Forts de ce constat, en cette année de double anniversaire - celui du début du conflit et celui de l'adhésion du pays à notre Organisation - il nous appartient d'insister sur la nécessité pour le pays de dépasser les logiques identitaires pour trouver un mode de fonctionnement efficace. Je m'associe à cet effet au souhait des deux rapporteurs de la commission de suivi d'évaluer précisément, lors de la prochaine partie de session, les progrès accomplis par le nouveau gouvernement bosnien. L'adhésion au Conseil de l'Europe n'est pas un blanc-seing ou un brevet de démocratie. Elle n'exonère en rien des réformes demeurant à accomplir pour donner du sens au concept d'État de droit, par exemple. Il en va également de la crédibilité même de notre Organisation.

Un célèbre poète, Pedrag Matvejeviæ, né à Mostar en Bosnie-Herzégovine, a écrit : « Nous avons tous un héritage que nous devons défendre, mais dans un même mouvement nous devons nous en défendre. Autrement, nous aurions des retards d'avenir, nous serions inaccomplis ». Ce vers doit désormais servir de programme aux autorités bosniennes » .

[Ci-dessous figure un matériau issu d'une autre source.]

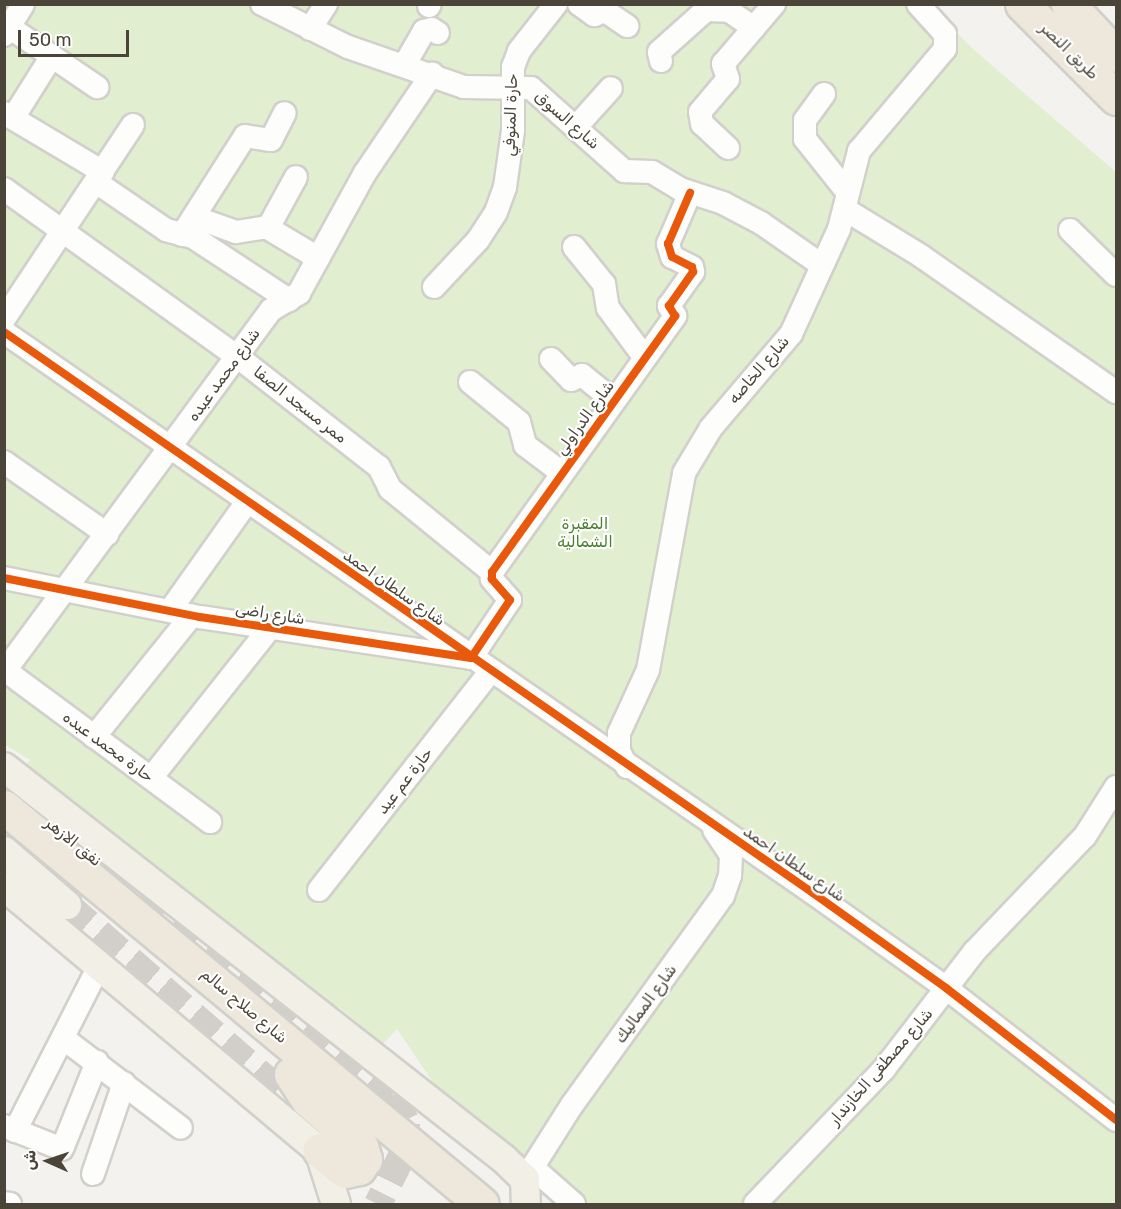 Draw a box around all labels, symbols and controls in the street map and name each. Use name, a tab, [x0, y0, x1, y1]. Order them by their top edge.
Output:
scale bar	[21, 18, 132, 56]
street label: طريق النصر	[1036, 18, 1102, 84]
text: 50 m	[29, 29, 72, 51]
street label: حارة المنوفي	[500, 73, 522, 157]
street label: شارع السوق	[531, 87, 603, 153]
street label: شارع محمد عبده	[184, 325, 264, 425]
street label: شارع الخاصه	[724, 332, 794, 408]
street label: ممر مسجد الصفا	[249, 363, 351, 447]
street label: شارع الدراولي	[551, 377, 619, 459]
park label: المقبرة الشمالية	[557, 514, 613, 552]
street label: شارع سلطان احمد	[339, 546, 449, 630]
street label: شارع راضى	[234, 599, 306, 629]
street label: حارة محمد عبده	[59, 708, 157, 786]
street label: حارة عم عيد	[373, 744, 437, 818]
street label: نفق الازهر	[41, 813, 105, 871]
street label: شارع سلطان احمد	[739, 822, 849, 906]
street label: شارع المماليك	[611, 961, 681, 1047]
street label: شارع صلاح سالم	[197, 964, 291, 1048]
street label: شارع مصطفى الخازندار	[825, 1005, 937, 1129]
north arrow	[18, 1131, 78, 1191]
text: ش	[20, 1149, 40, 1171] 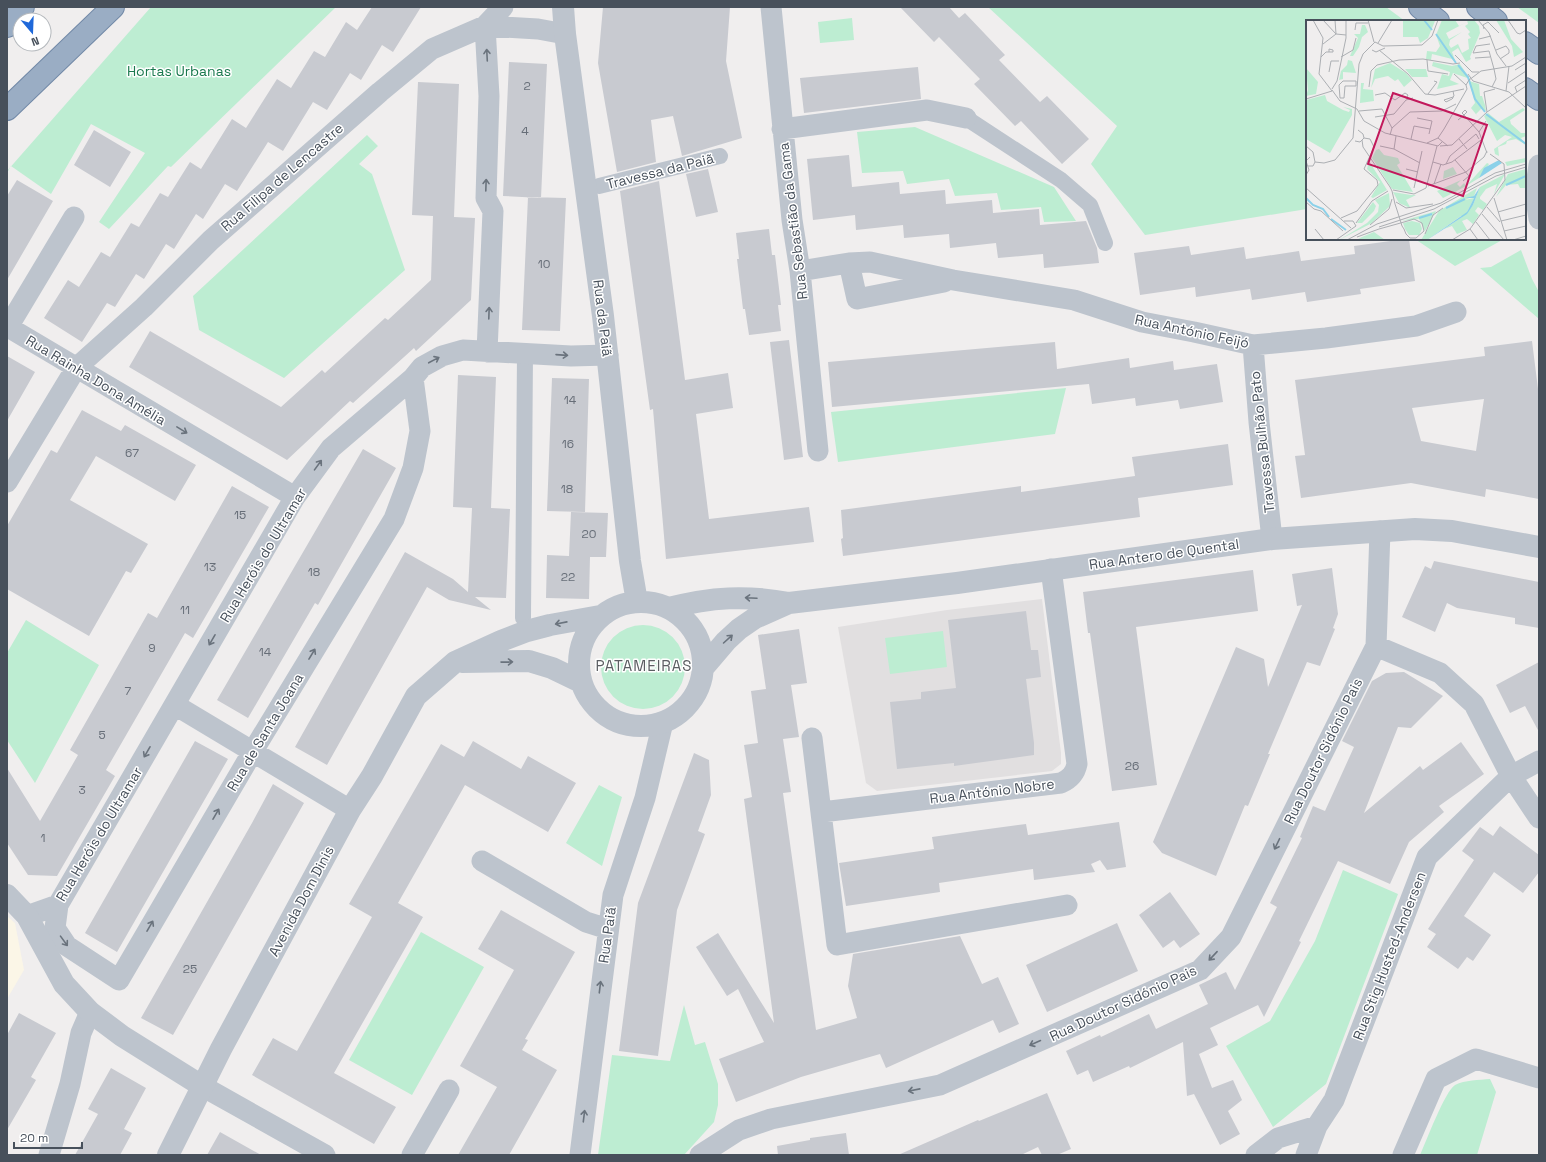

Prenant acte de la désignation d'un nouveau chef de gouvernement le 5 janvier dernier, la résolution adoptée par l'Assemblée insiste sur la nécessité de dépasser la logique des accords de Dayton et d'adopter un nouveau cadre institutionnel. Les règles restrictives en matière de quorums et de votes doivent être révisées afin d'en empêcher une utilisation excessive. Le texte invite par ailleurs les formations politiques bosniennes à oeuvrer de concert en vue de terminer la composition du nouveau gouvernement afin que celui-ci participe à la modernisation du pays. Enfin, si aucun progrès n'était réalisé avant le 15 mars 2012, l'Assemblée examinera toute action qui s'avèrerait nécessaire, le cas échéant, lors de la partie de session d'avril prochain. Il convient de rappeler que la résolution adoptée constitue le troisième texte consacré à la Bosnie-Herzégovine examiné par l'Assemblée parlementaire du Conseil de l'Europe en deux ans.